Originally Posted by GingerSue
yes, in Lewis & Heitkemper:
"rotating sites causes variability in insulin absorption, rotating of injection sites to different anatomic sites is no longer the recommended practice. Instead, clients are advised to rotate the injection within one particular site, such as the abdomen. Sometimes it is helpful to think of the entire abdomen as a checkerboard, with each square representing an injection site as the client rotates sites systematically across the board."

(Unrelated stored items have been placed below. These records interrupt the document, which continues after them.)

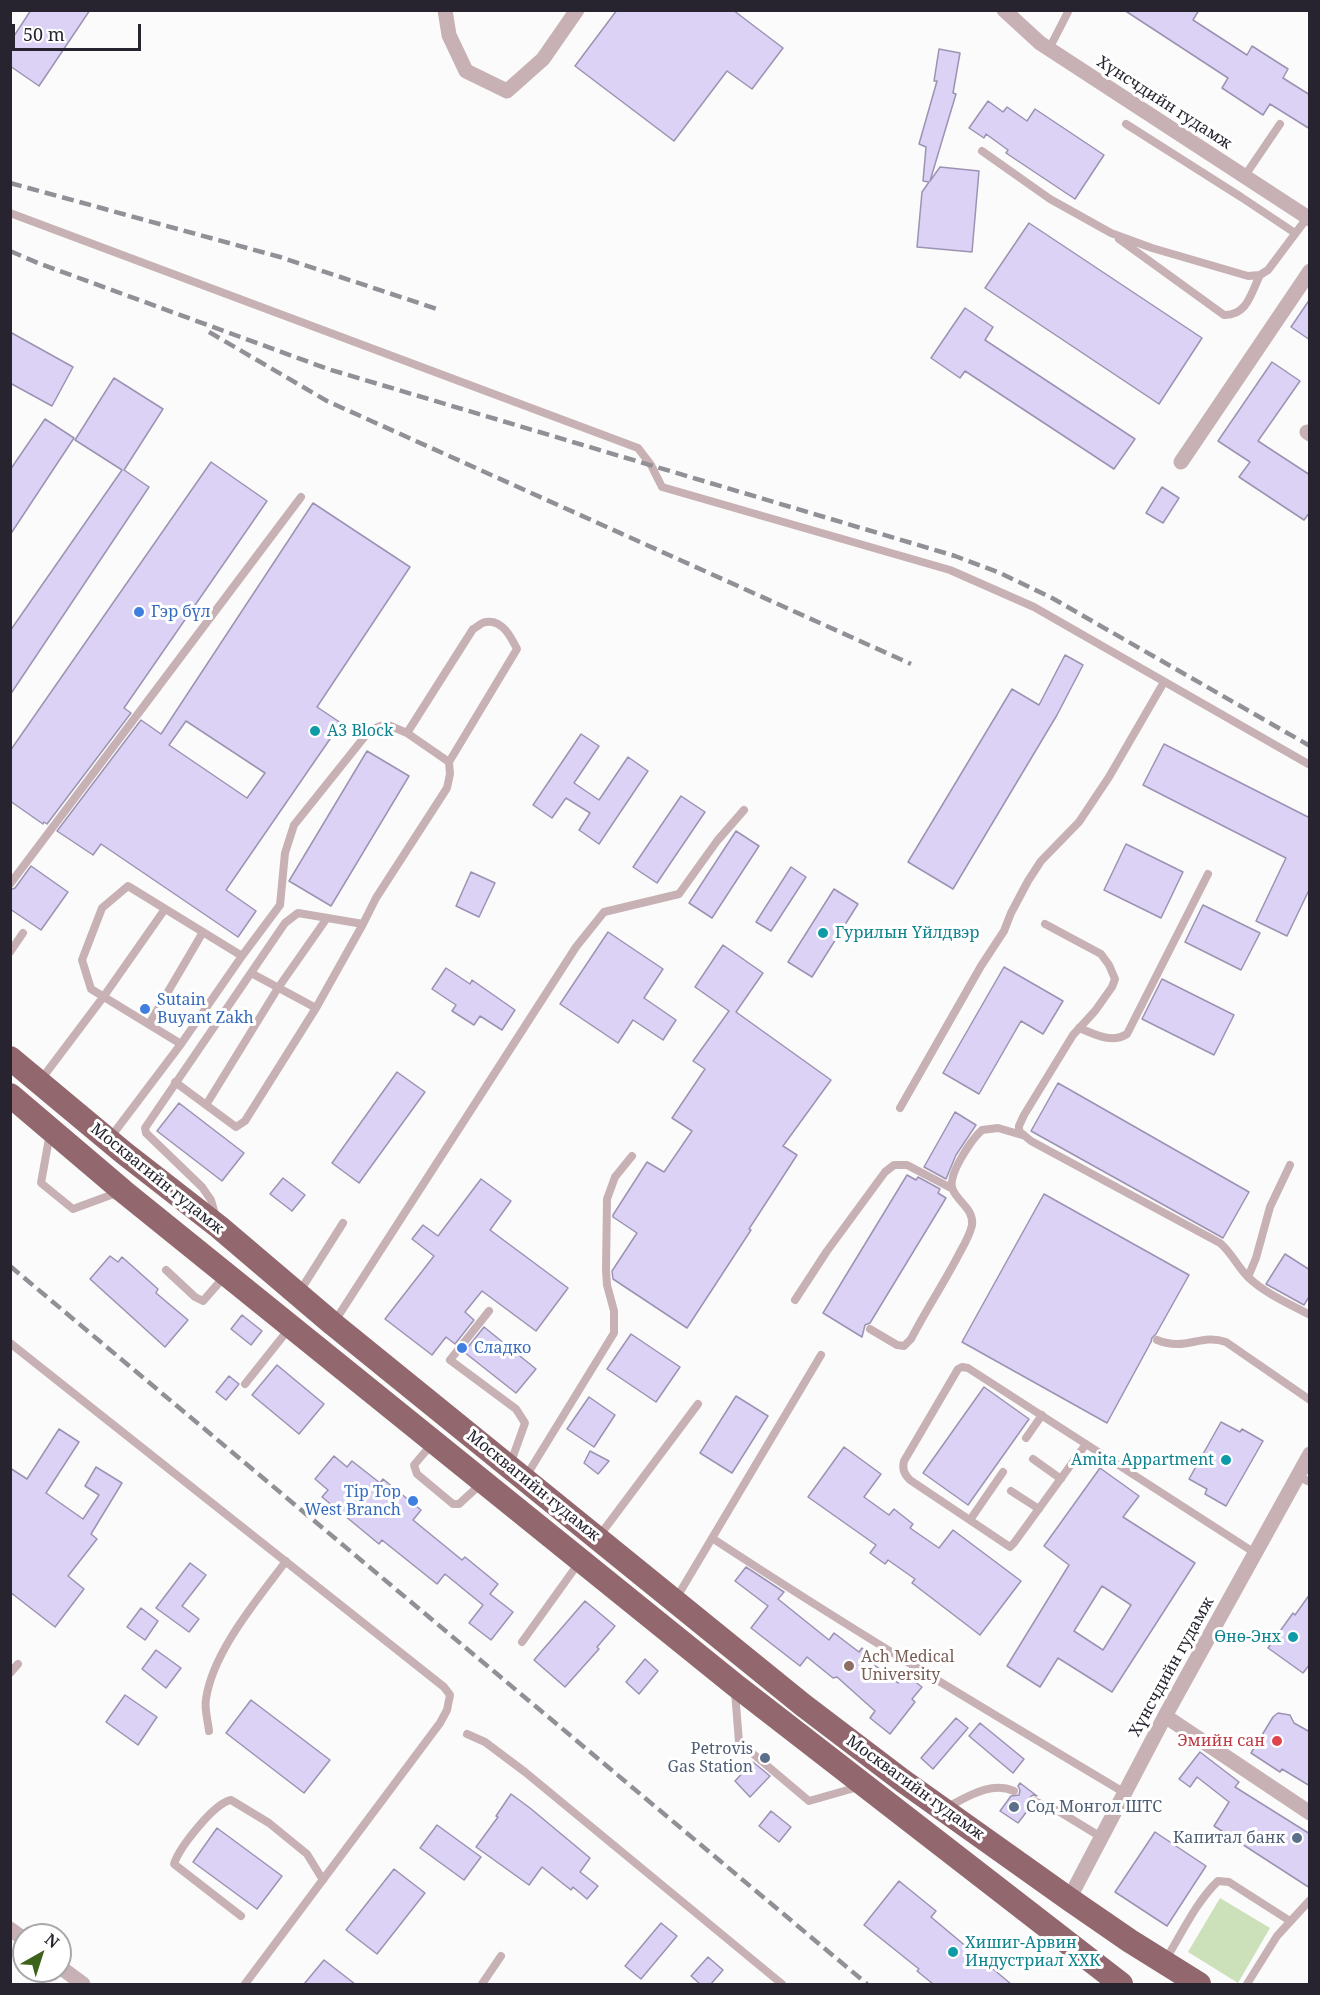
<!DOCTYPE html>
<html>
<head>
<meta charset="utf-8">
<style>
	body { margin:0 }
	#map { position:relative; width:1320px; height:1995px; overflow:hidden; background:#fbfbfb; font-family:"Noto Serif",serif }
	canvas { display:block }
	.frame { position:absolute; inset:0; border:12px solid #272430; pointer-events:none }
	.north { position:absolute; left:12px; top:1923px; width:60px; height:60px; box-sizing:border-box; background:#fff; border:2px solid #a9a7ac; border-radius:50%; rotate:39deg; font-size:16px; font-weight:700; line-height:24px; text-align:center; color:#272430 }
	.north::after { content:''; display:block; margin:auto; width:21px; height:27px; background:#3d621b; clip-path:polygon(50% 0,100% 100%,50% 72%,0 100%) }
	.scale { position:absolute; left:12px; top:24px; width:129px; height:27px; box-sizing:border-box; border:3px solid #272430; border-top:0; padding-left:8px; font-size:18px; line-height:21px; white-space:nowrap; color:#272430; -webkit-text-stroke:4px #fff; paint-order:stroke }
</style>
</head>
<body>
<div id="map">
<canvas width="1320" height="1995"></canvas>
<div class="frame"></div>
<div class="north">N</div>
<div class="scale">50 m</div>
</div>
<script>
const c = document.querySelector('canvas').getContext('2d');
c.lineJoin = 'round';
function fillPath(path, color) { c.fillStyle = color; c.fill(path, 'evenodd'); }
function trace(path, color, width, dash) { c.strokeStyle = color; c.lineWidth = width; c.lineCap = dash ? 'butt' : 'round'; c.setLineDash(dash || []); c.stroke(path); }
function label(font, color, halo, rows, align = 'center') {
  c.font = font + ' "Noto Serif",serif'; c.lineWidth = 6; c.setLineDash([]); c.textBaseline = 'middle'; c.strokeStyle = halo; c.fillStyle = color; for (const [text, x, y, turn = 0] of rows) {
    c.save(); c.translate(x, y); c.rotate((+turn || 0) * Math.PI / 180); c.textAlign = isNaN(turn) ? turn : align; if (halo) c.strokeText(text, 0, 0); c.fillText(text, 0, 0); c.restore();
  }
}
fillPath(new Path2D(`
	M1220 1898 1270 1928 1238 1983 1188 1952Z`), '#cce1ba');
const building = new Path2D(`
	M31 10H90L39 86 10 66V42Z
	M617 10H733L783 48 752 89 727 71 674 141 575 66Z
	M1124 10H1199L1193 20 1247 55 1252 46 1288 69 1283 78 1310 95V129L1270 104 1263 115 1222 88 1228 78Z
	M939 49 960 53 953 93 956 94 930 181 940 167 979 171 972 252 917 247 922 192 929 182 923 181 926 147 919 144 937 81H934Z
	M988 101 1003 112 1007 107 1027 121 1035 109 1104 155 1075 199 1006 153 1008 150 986 134 984 138 969 128Z
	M1029 223 1202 338 1159 404 985 288Z
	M1310 299V340L1291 327Z
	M965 308 993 327 985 340 1135 439 1114 469 965 371 960 378 931 358Z
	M10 332 73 367 52 406 10 383Z
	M1272 362 1300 381 1258 441 1310 475V512L1304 520 1239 477 1250 462 1218 441Z
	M114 378 163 409 124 470 149 487 10 695V631L122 470 75 440Z
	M45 419 74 438 10 535V470Z
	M211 462 267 501 124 708 131 713 47 824 44 822 43 824 10 801V751Z
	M1162 487 1179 498 1163 523 1146 513Z
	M313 503 410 567 317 707 341 723 226 890 256 911 238 937 101 844 93 855 57 831 141 720 161 734ZM186 721 265 773 247 798 169 745Z
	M1065 655 1083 665 1057 715 953 889 908 862 1012 689 1039 705Z
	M581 734 599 746 574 783 599 800 628 757 648 771 599 844 579 830 590 813 566 798 552 818 533 805Z
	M1164 744 1310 818V888L1287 936 1256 921 1286 858 1143 785Z
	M367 751 409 776 331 906 289 881Z
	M681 796 705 812 657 883 633 867Z
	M736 831 759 846 712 918 689 903Z
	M1126 844 1183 872 1161 918 1104 890Z
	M31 866 68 892 41 930 10 909V890L15 888Z
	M791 867 806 877 771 931 756 922Z
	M471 872 495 883 479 917 456 906Z
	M834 889 858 904 812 977 788 962Z
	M1203 905 1260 933 1241 970 1185 942Z
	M608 932 663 969 644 998 676 1020 663 1040 633 1020 618 1043 560 1004Z
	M723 945 763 973 736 1012 831 1080 783 1146 797 1155 749 1229 751 1230 687 1328 613 1279 612 1271 637 1233 613 1217V1215L647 1162 664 1172 692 1131 672 1118 705 1069 693 1061 729 1011 695 987Z
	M1004 967 1063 1001 1043 1034 1021 1021 979 1094 943 1073Z
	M446 968 470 984 472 980 515 1010 502 1030 480 1016 474 1025 452 1011 456 1005 432 989Z
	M1162 979 1234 1015 1214 1055 1142 1019Z
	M397 1072 425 1092 359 1183 332 1163Z
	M1058 1083 1249 1192 1223 1238 1031 1131Z
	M179 1103 244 1153 222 1181 157 1131Z
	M955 1112 976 1125 956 1155 946 1179 924 1167Z
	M907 1175 916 1180 918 1177 940 1189 938 1193 946 1198 870 1323 865 1325 862 1337 823 1313Z
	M283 1178 305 1195 292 1211 270 1194Z
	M481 1179 511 1201 490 1230 568 1288 536 1331 482 1291 465 1312 474 1320 455 1344 446 1337 432 1355 385 1319 434 1256 412 1239 423 1225 438 1236Z
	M1044 1194 1189 1275 1156 1334 1152 1338 1151 1342 1107 1423 962 1342Z
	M1285 1254 1310 1270V1295L1304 1305 1266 1284Z
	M110 1256 118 1262 122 1257 158 1289 156 1293 188 1320 165 1347 90 1279Z
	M242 1315 262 1331 251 1345 231 1329Z
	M484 1327 536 1369 516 1393 464 1352Z
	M631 1334 680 1367 656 1402 607 1369Z
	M277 1365 324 1404 299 1434 252 1395Z
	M229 1376 239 1384 226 1400 216 1392Z
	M984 1387 1029 1419 968 1505 923 1473Z
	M736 1396 768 1416 732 1473 700 1453Z
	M589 1397 615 1415 594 1447 567 1429Z
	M1221 1422 1240 1432 1242 1429 1263 1441 1226 1506 1205 1494 1207 1489 1189 1479Z
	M59 1429 79 1442 46 1493 83 1519 99 1495 85 1486 96 1467 122 1483 91 1534 97 1539 68 1576 84 1589 55 1627 10 1592V1468L27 1479Z
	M844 1447 881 1474 864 1497 889 1515 894 1509 913 1524 910 1528 939 1548 953 1530 1021 1581 980 1635 912 1583 915 1579 888 1560 885 1564 870 1553 876 1545 808 1497Z
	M590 1451 609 1461 598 1474 584 1463Z
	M334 1456 347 1467 352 1461 380 1483 383 1479 421 1510 413 1520 462 1560 465 1557 498 1584 490 1594 513 1612 491 1640 469 1623 483 1605 445 1574 437 1584 382 1540 379 1544 322 1497 328 1490 315 1479Z
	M1100 1468 1139 1496 1123 1517 1195 1563 1112 1692 1058 1658 1040 1687 1007 1666 1069 1565 1044 1546ZM1102 1586 1131 1605 1103 1650 1074 1631Z
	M190 1563 206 1575 182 1606 199 1619 189 1632 156 1608Z
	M746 1567 784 1592 778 1599 829 1640 834 1633 859 1652 862 1648 875 1659 872 1663 898 1683 905 1674 922 1687 912 1699 915 1702 890 1734 870 1718 875 1711 837 1677 833 1678 807 1657 800 1666 751 1628 768 1606 735 1581Z
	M1310 1594V1664L1303 1673 1268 1648 1293 1613 1295 1615Z
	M585 1601 615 1626 597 1647 599 1649 565 1687 534 1660Z
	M141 1608 158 1621 145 1640 127 1627Z
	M156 1650 181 1668 166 1688 142 1669Z
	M645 1659 658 1671 639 1694 626 1682Z
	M125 1695 157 1717 138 1745 106 1722Z
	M251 1700 330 1760 304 1793 226 1733Z
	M1278 1713 1290 1715 1294 1723 1310 1732V1786L1282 1769 1280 1772 1251 1753 1273 1717Z
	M956 1718 968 1728 933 1769 921 1758Z
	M980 1723 1024 1759 1013 1773 969 1736Z
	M1200 1752 1239 1782 1235 1787 1310 1834V1888L1214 1826 1229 1802 1197 1777 1190 1787 1179 1779Z
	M753 1762 770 1776 750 1797 735 1781Z
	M1020 1783 1037 1796 1033 1795 1029 1798 1028 1802 1031 1806 1018 1823 1000 1811 1011 1796 1019 1795 1020 1790 1018 1786Z
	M511 1794 530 1808 590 1858 580 1872 598 1886 587 1899 573 1887 571 1890 542 1867 529 1885 476 1847 498 1817 496 1816Z
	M771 1811 791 1827 779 1842 759 1826Z
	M437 1825 481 1857 464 1880 420 1848Z
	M217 1828 282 1876 257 1909 193 1862Z
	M1155 1832 1206 1866 1167 1926 1115 1892Z
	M394 1869 425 1893 377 1954 346 1930Z
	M899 1881 936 1911 931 1917 1011 1984H933L917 1971 919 1969 864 1925Z
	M661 1923 677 1936 641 1979 625 1966Z
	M708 1957 723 1970 711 1984H700L691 1976Z
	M324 1960 355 1984H304Z`);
fillPath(building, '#dbd2f5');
trace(building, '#9c93b3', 1.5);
trace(new Path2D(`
	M1049 49 1069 10
	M1126 124 1241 197 1295 233
	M982 151 1050 199 1111 233 1152 248 1248 276 1260 275 1268 270 1307 218
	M1244 177 1280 124
	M10 213 638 448 651 465 662 487 950 570 1034 607 1310 765
	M1119 239 1224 315C1247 316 1251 293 1260 275
	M10 884 301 497
	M1045 924 1101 954 1109 965 1115 979 1112 987 1095 1011 1073 1035 1024 1115 1019 1126V1131L1031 1141 1220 1243C1232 1253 1238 1268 1249 1278 1266 1294 1290 1304 1310 1315
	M10 952 23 933
	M251 973 316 1008
	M149 1024 203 932
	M1079 1028C1095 1034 1111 1044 1127 1034L1208 874
	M181 1044 242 956
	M40 1081 104 996 165 909
	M175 1082 236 1127 245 1121 316 1008 363 924
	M206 1105 278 988 327 918
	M900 1108 981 966 1004 931 1011 913 1028 881 1041 861 1079 822 1109 777 1164 682
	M50 1133 41 1183 73 1209 119 1192
	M110 1138 181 1044 91 989 82 960 102 908 128 886 242 956 280 905 285 853 294 825 370 730 386 724 407 733 449 762
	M215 1214 211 1200 202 1187 146 1133 145 1128 285 923 298 913 363 924 376 898 447 788 450 774 449 762 517 649C511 637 502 619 486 622 482 622 477 627 473 629L407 733
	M166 1270 195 1297 203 1301 224 1277
	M1248 1277 1256 1258 1270 1207 1290 1165
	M300 1291 343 1223
	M795 1300 827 1251 885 1172 894 1165H907L951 1188
	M489 1311 450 1360 516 1409 525 1423 511 1462
	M335 1321 576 947 604 912 679 894 717 841 744 810
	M870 1329 897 1345 904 1346 911 1339C926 1310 944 1283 959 1254 964 1245 970 1235 972 1225 974 1209 958 1202 953 1190 946 1176 972 1139 982 1130L998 1128 1022 1135
	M1157 1340C1187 1352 1199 1333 1226 1342L1310 1400
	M10 1343 444 1687 450 1695 447 1710 440 1723 245 1984
	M245 1384 288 1330
	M1026 1438 1042 1415
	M1086 1444 1014 1543 1010 1547 910 1480C904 1474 902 1469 904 1461L958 1369 962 1367 968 1368 1255 1553
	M431 1445 414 1465 417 1474 453 1504H459L482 1483
	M1033 1459 1061 1479
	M1297 1476 1310 1482
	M525 1478 614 1333V1311L607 1285 606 1270 607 1199 615 1177 632 1156
	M1011 1491 1039 1509
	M970 1520 1003 1472
	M600 1535 698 1404
	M712 1538C847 1627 986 1710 1125 1793
	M677 1597 821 1355
	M522 1642 578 1564
	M10 1673 18 1664
	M735 1692 739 1742 809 1801 858 1787
	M209 1731C208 1721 204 1708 206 1699 213 1651 258 1599 286 1561
	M467 1734 485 1742 525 1772 782 1984
	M1034 1801 1060 1812 1101 1837
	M947 1807C968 1797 990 1781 1014 1791
	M241 1916 174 1864C179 1848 214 1803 231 1800L269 1823 307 1854 323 1880
	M1166 1959C1182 1933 1196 1902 1218 1881L1229 1882 1290 1921
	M482 1984 501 1956
	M1247 1984 1277 1936 1310 1900`), '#c8b1b4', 8);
trace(new Path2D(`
	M445 10 449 35 466 71 507 91 543 59 577 10
	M1004 10 1040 43 1310 219
	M1307 432 1310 434
	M1181 462 1310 271
	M1165 1716 1310 1813
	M1069 1899 1165 1716 1310 1454
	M10 1929 24 1939
	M60 1967 83 1984`), '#c8b1b4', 15);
trace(new Path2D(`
	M10 1058 124 1153 219 1227 333 1324 803 1705 903 1781 1069 1899 1130 1941 1199 1984
	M10 1095 123 1191 735 1685 1121 1984`), '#92686e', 24);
trace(new Path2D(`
	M10 183 280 257 440 310
	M10 251 38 263 328 369 955 556 1000 573 1052 598 1310 746
	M209 332 327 401 911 664
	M10 1266 867 1984`), '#929096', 4.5, [12, 6]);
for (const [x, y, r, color] of [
	[139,612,6,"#3f7fe0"],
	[315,731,6,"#0f9aa8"],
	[823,933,6,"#0f9aa8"],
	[145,1009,6,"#3f7fe0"],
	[462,1348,6,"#3f7fe0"],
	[1226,1460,6,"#0f9aa8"],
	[413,1501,6,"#3f7fe0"],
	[1293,1637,6,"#0f9aa8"],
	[849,1666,6,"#8d6e63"],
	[1277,1741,6,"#e0444e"],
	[765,1758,6,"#5c6f8a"],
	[1014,1807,6,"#5c6f8a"],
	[1297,1838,6,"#5c6f8a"],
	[953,1952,6,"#0f9aa8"]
]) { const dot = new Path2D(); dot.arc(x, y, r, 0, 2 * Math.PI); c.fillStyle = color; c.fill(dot); trace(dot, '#fff', 2); }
label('16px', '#272430', '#fff', [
	["Хүнсчдийн гудамж",1164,103,33],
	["Москвагийн гудамж",157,1179,39],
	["Москвагийн гудамж",533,1486,39],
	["Хүнсчдийн гудамж",1172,1667,-61],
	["Москвагийн гудамж",915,1788,36]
]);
label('16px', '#366cbe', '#fff', [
	["Гэр бүл",151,612],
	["Sutain",157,1000],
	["Buyant Zakh",157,1018],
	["Сладко",474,1348],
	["Tip Top",401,1492,"right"],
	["West Branch",401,1510,"right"]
], 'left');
label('16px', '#0d838f', '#fff', [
	["A3 Block",327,731],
	["Гурилын Үйлдвэр",835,933],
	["Amita Appartment",1214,1460,"right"],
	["Өнө-Энх",1281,1637,"right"],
	["Хишиг-Арвин",965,1943],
	["Индустриал ХХК",965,1961]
], 'left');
label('16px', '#785e54', '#fff', [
	["Ach Medical",861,1657],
	["University",861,1675]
], 'left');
label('16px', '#be3a42', '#fff', [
	["Эмийн сан",1265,1741]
], 'right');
label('16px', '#4e5e75', '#fff', [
	["Petrovis",753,1749],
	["Gas Station",753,1767],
	["Сод Монгол ШТС",1026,1807,"left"],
	["Капитал банк",1285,1838]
], 'right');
</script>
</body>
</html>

The diagram shows the abdomen sites with 4 rows and then 4 or 5 columns (so there are 14 sites on the right abdomen, and 14 sites on the left abdomen)
the arms have 2 columns and 4 rows on each arm (eight sites on each arm)
another 8 sites on each thigh
and 6 sites on each buttock
This is the method I've always used to teach site rotation--except I tell the pt to picture an imaginary circle (about 1.5 inches in diameter) and inject in this area for a week to 10 days for TID injections (the Novolog, Humalog, or Apidra) and for 3 weeks with Lantus, Levemir, or NPH. Then I tell them to move to the adjacent spot. By the time they get back to the initial injection site, the tissue has had plenty of time to recover and there is no lipodistrophy or hypertrophy.
I like the checkerboard idea though--it may be easier for the pt to picture and keep track of.